**DATA SUPPLIED**
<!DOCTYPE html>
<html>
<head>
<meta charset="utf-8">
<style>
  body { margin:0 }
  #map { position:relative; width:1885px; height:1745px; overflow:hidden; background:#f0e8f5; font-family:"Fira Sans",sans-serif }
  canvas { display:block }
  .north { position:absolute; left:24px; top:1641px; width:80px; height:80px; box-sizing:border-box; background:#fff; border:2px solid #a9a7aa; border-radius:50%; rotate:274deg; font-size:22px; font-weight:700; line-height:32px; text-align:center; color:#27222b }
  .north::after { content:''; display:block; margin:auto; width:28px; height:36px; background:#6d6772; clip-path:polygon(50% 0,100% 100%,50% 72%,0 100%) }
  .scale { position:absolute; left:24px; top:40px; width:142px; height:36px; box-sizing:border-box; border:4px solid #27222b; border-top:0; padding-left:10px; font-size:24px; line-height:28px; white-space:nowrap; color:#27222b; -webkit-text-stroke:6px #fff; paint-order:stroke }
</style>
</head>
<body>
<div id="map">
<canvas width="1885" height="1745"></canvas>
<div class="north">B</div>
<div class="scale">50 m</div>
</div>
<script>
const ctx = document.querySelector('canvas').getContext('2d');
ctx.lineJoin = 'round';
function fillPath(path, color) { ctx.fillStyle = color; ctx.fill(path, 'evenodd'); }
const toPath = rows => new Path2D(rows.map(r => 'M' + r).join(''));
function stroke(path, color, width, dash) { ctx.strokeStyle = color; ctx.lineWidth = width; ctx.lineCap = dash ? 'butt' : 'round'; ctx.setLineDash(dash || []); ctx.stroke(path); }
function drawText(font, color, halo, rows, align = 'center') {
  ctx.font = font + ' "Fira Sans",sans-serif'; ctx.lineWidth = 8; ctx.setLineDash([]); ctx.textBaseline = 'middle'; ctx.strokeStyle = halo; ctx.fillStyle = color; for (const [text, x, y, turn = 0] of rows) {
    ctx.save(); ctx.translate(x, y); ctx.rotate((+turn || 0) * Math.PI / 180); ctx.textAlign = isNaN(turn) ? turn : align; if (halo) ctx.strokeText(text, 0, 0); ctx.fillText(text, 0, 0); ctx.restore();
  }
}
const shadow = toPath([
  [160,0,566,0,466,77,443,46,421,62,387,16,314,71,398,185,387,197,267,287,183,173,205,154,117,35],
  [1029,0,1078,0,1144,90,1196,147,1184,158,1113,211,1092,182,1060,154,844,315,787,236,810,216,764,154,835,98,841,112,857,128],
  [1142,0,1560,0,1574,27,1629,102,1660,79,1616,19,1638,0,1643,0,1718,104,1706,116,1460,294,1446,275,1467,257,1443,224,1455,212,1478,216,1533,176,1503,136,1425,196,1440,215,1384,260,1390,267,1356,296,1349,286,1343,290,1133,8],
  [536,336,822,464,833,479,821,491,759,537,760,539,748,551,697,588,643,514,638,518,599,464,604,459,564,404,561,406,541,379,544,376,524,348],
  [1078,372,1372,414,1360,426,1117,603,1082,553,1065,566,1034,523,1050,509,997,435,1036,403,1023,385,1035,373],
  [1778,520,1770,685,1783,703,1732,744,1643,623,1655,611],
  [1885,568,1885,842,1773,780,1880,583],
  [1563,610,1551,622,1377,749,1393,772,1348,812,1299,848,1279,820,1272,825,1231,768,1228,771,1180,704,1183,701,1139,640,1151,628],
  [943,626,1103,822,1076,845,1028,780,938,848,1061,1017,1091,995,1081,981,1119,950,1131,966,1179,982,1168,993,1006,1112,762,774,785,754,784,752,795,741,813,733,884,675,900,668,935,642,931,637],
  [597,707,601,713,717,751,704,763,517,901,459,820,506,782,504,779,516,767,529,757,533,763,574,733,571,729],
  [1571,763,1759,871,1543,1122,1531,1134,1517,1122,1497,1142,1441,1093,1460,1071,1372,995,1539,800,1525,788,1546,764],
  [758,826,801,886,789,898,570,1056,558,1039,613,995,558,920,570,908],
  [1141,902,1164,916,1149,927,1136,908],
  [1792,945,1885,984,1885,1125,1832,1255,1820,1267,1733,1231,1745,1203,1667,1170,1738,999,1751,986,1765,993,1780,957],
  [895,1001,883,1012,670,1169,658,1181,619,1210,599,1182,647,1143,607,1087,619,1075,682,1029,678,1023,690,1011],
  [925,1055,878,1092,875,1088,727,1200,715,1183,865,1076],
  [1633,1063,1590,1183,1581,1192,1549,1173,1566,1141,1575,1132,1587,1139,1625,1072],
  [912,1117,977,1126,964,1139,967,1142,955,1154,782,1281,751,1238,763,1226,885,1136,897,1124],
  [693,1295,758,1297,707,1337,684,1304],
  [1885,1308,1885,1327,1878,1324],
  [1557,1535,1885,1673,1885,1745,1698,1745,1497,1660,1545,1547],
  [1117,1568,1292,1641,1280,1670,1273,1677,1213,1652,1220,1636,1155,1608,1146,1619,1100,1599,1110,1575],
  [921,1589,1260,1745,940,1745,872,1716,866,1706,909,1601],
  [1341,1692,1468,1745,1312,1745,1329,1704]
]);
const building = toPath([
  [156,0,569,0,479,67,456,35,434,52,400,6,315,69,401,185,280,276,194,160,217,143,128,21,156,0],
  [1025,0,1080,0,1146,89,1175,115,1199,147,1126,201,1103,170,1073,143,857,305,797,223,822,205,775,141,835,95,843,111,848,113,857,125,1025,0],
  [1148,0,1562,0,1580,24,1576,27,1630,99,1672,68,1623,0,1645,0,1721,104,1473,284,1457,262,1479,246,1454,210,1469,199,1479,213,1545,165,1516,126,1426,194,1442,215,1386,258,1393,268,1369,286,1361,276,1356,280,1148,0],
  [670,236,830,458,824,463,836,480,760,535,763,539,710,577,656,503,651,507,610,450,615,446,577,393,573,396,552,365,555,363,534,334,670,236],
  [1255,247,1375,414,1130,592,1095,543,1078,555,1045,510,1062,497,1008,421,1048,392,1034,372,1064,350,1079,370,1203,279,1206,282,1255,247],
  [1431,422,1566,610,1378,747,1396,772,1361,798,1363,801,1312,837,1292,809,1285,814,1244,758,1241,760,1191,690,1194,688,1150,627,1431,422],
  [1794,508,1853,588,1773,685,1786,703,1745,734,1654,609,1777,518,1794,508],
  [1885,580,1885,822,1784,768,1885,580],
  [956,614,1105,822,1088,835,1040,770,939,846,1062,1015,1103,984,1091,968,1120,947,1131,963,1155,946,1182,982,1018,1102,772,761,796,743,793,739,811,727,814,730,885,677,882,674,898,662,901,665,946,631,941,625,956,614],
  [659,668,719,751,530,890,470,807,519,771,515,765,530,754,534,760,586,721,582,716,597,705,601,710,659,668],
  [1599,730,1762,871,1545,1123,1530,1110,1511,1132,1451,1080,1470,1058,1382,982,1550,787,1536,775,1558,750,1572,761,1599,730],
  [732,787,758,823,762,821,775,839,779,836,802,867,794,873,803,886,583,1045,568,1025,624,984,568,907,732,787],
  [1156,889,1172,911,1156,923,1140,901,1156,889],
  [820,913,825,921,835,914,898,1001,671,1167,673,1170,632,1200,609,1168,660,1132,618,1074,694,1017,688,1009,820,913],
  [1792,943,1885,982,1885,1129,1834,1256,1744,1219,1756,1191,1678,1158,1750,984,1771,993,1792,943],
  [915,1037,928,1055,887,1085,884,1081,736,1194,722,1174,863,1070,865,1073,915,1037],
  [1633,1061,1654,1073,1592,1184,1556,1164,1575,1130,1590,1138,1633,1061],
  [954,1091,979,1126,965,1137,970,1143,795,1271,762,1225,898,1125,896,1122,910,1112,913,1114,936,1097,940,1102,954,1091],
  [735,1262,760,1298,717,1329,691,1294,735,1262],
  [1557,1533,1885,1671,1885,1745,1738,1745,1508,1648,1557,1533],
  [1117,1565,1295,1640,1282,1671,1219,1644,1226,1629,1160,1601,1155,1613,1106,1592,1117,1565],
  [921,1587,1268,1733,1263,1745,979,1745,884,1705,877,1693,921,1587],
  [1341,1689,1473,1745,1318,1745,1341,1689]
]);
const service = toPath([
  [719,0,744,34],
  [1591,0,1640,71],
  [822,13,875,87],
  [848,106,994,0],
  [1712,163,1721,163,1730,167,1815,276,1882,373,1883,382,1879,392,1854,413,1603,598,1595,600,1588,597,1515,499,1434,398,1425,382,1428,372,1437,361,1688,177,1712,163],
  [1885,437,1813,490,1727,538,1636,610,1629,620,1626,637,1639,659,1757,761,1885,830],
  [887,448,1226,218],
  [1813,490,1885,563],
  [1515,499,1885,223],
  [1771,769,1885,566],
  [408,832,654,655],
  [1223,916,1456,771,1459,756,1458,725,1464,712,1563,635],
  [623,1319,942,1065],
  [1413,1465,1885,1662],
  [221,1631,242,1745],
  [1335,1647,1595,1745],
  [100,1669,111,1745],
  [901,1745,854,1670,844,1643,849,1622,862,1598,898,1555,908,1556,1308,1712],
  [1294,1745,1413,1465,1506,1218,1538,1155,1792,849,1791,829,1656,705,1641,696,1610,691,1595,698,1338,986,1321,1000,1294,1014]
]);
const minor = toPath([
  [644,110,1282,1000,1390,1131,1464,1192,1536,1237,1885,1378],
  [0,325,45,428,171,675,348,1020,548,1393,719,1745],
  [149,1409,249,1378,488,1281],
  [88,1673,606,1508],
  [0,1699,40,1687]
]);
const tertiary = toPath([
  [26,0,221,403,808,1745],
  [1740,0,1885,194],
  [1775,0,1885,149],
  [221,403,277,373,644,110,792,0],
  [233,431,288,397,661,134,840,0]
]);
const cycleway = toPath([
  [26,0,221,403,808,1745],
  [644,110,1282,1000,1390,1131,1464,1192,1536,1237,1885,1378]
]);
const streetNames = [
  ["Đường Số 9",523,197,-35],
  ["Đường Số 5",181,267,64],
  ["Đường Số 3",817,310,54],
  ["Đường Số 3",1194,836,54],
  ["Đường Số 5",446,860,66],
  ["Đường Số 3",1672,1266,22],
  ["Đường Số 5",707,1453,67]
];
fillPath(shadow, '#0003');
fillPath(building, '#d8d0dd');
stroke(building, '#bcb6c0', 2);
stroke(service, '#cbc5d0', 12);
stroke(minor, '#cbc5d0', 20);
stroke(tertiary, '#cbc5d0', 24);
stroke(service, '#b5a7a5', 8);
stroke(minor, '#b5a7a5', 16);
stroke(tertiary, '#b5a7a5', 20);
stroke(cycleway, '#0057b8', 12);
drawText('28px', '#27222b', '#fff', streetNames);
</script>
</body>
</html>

**AIM OF THE EXERCISE**
Copy every line from the entries that contains the word "turn".

**EXERCISE RESPONSE**
  ctx.font = font + ' "Fira Sans",sans-serif'; ctx.lineWidth = 8; ctx.setLineDash([]); ctx.textBaseline = 'middle'; ctx.strokeStyle = halo; ctx.fillStyle = color; for (const [text, x, y, turn = 0] of rows) {
    ctx.save(); ctx.translate(x, y); ctx.rotate((+turn || 0) * Math.PI / 180); ctx.textAlign = isNaN(turn) ? turn : align; if (halo) ctx.strokeText(text, 0, 0); ctx.fillText(text, 0, 0); ctx.restore();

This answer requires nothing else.